WORK REQUIRED - Using the listing beneath this task, count the lines with the word "down" and write only the result.
STUDY MATERIAL: Begin
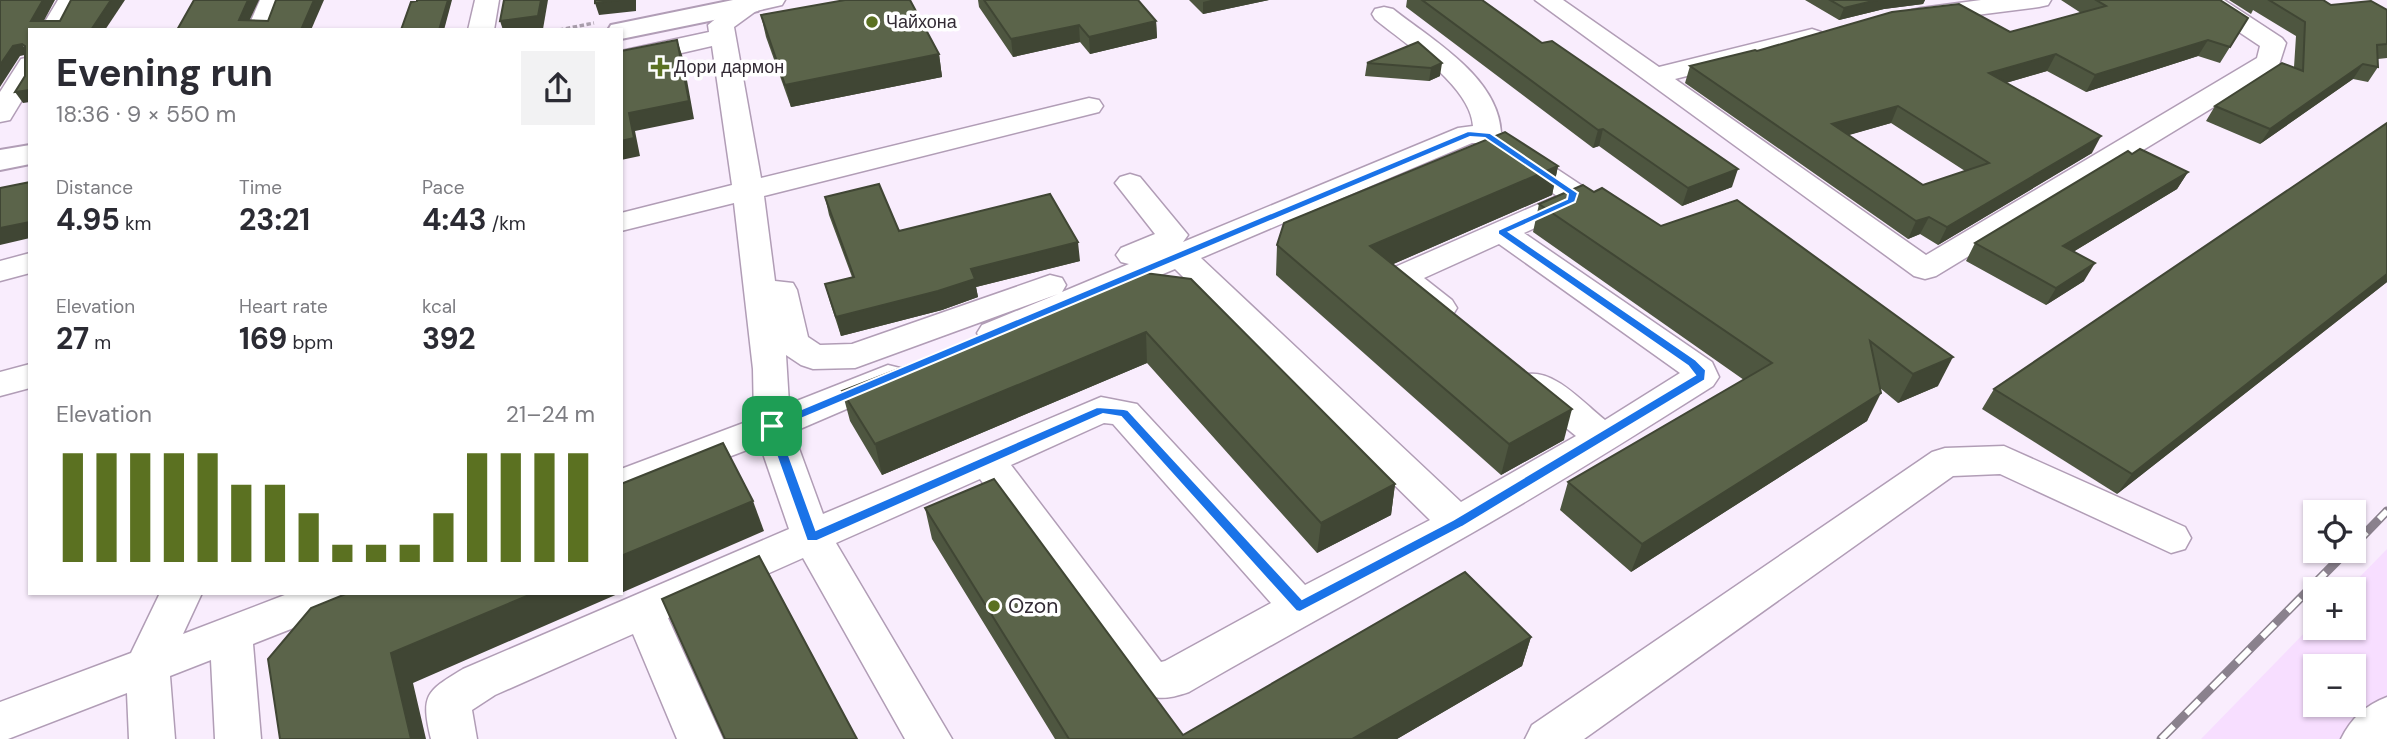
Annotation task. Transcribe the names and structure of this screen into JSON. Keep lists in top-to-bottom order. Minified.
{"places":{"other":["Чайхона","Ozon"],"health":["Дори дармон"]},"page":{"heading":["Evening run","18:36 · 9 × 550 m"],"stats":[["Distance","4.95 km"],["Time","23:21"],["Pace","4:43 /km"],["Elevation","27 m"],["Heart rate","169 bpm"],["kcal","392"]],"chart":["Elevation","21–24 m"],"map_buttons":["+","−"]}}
STUDY MATERIAL: End
STUDY MATERIAL: Begin
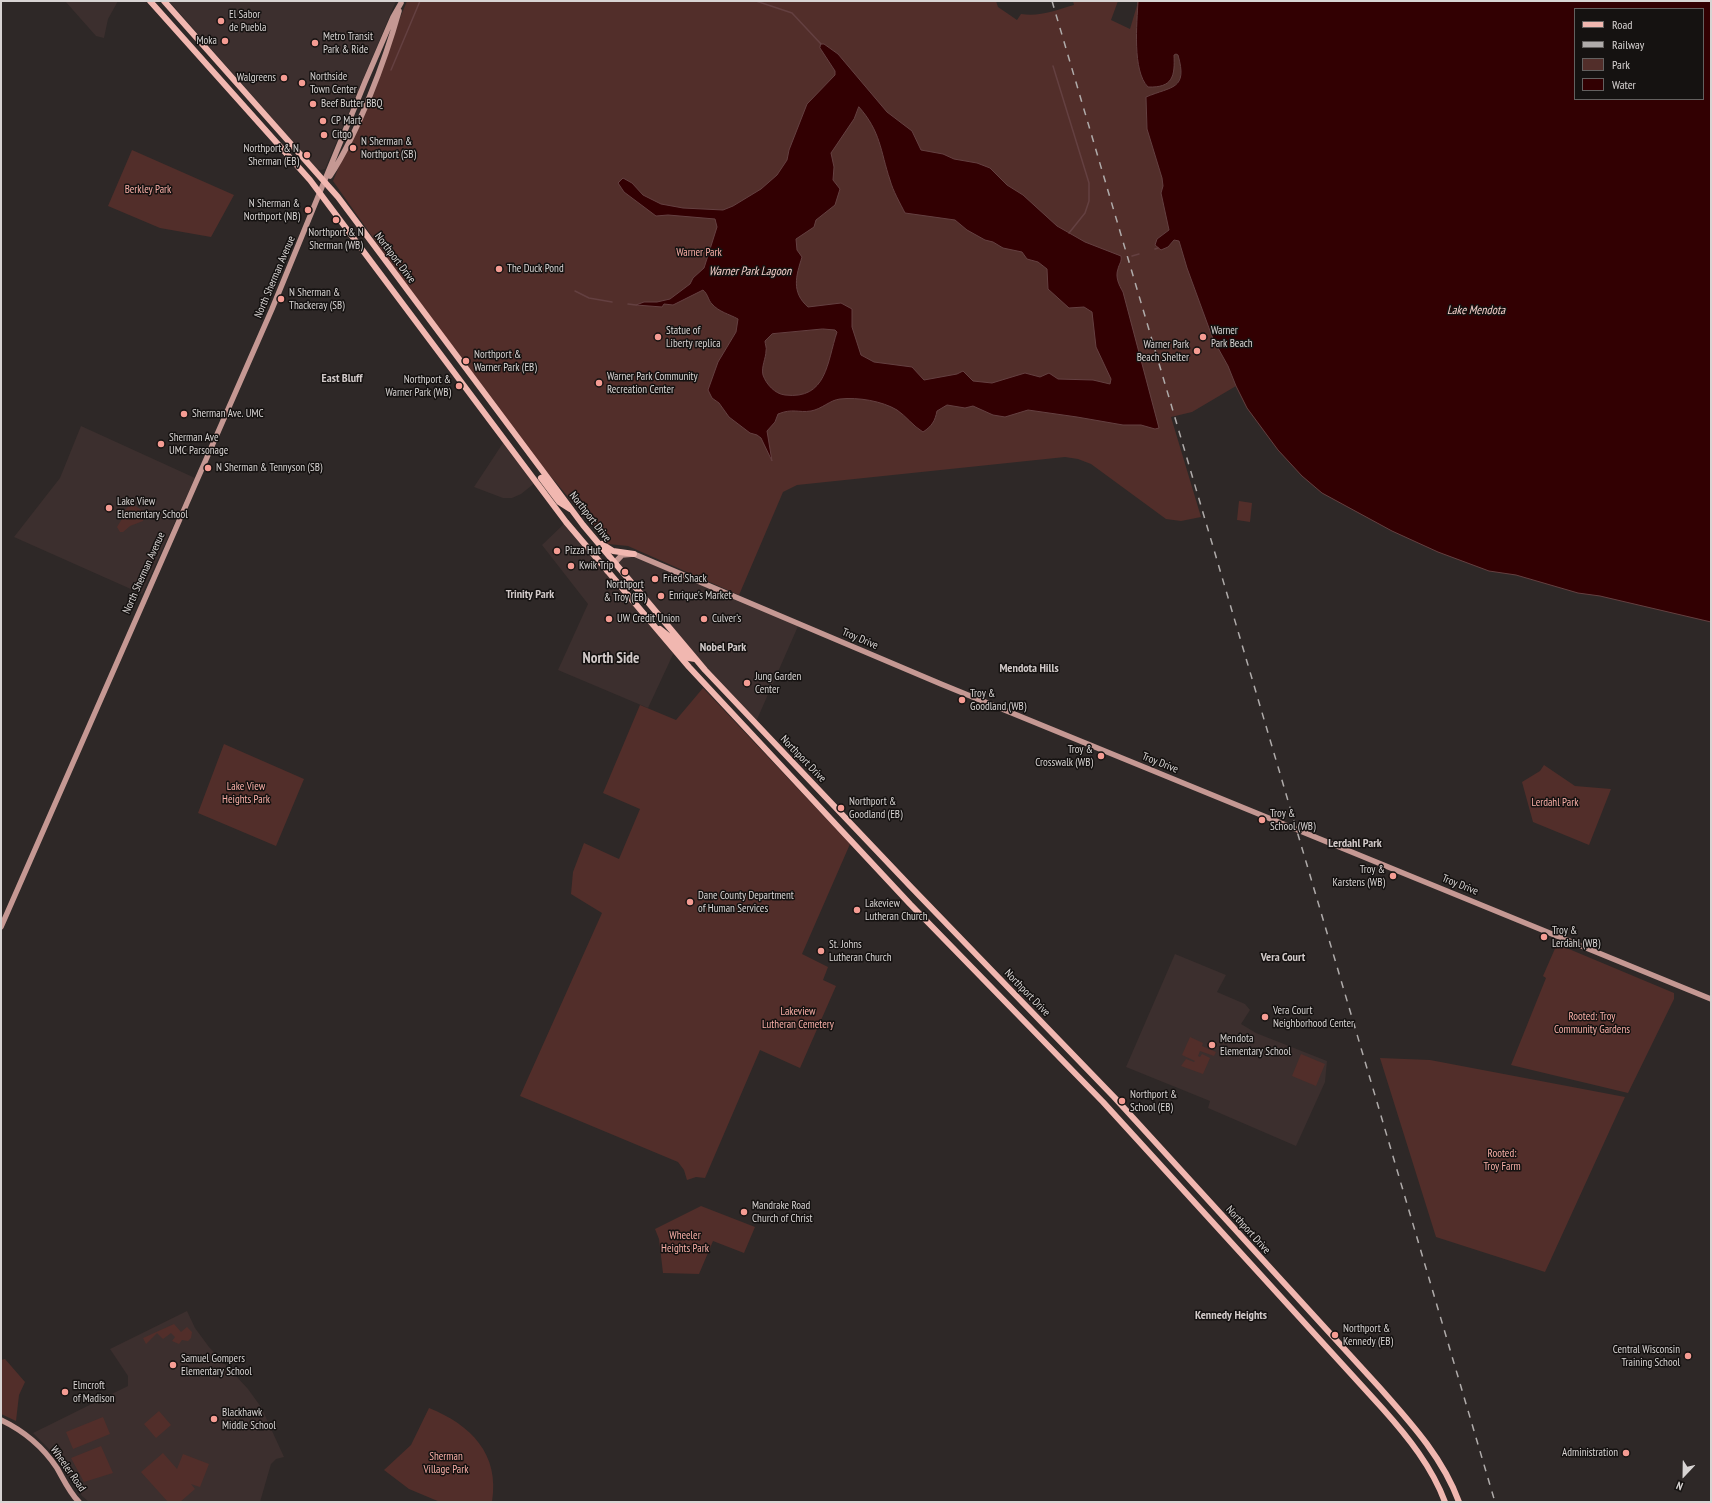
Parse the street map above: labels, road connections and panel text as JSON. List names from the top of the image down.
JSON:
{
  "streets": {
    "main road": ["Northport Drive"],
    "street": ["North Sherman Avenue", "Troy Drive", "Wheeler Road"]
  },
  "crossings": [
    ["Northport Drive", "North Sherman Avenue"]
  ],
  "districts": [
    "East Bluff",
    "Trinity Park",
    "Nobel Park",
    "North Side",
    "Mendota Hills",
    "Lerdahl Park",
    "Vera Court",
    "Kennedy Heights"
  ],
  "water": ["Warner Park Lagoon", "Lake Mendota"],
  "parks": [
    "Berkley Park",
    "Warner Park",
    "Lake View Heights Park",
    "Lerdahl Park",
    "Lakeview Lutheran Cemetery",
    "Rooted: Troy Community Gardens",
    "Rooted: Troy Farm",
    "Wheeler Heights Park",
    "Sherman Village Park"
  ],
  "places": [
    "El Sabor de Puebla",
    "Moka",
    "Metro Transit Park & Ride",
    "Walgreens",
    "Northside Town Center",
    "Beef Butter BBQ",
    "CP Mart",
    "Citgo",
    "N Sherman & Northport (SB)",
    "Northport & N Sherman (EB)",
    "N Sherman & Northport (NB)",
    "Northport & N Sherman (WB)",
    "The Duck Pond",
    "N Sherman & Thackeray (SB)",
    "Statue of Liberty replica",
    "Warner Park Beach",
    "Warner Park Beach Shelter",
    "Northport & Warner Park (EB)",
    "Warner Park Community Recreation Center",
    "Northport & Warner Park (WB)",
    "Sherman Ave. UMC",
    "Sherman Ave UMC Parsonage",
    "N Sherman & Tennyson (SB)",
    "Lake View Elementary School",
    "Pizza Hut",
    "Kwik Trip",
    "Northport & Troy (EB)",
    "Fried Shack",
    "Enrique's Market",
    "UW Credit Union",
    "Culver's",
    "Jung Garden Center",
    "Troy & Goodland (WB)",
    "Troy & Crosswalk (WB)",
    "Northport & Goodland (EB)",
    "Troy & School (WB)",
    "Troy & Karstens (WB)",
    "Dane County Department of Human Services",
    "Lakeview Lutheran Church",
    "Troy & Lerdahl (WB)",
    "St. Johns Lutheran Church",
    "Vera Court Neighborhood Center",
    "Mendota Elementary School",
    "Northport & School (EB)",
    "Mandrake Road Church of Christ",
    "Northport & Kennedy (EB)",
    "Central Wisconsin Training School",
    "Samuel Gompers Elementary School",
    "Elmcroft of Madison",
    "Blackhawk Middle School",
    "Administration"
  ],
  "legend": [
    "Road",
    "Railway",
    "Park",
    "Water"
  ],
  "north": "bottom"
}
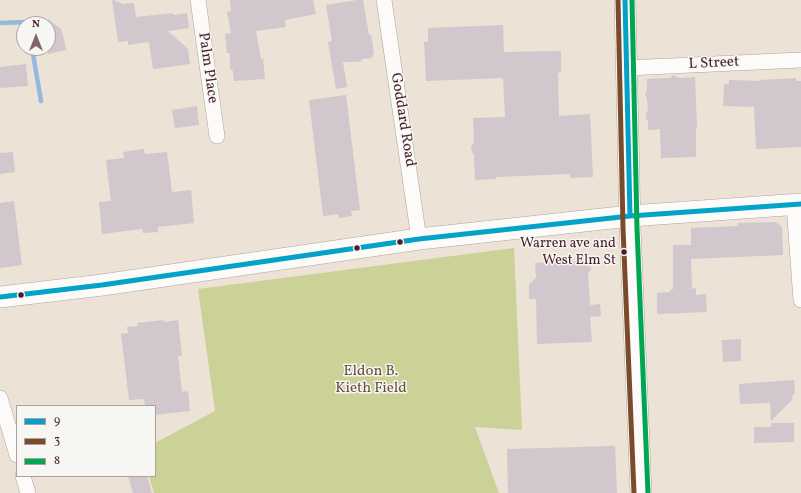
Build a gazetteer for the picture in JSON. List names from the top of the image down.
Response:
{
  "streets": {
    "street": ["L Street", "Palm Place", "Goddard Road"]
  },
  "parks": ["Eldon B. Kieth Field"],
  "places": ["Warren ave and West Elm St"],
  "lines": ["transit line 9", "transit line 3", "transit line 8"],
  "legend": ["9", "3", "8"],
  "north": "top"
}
STUDY MATERIAL: End
YOUR SOLUTION - 2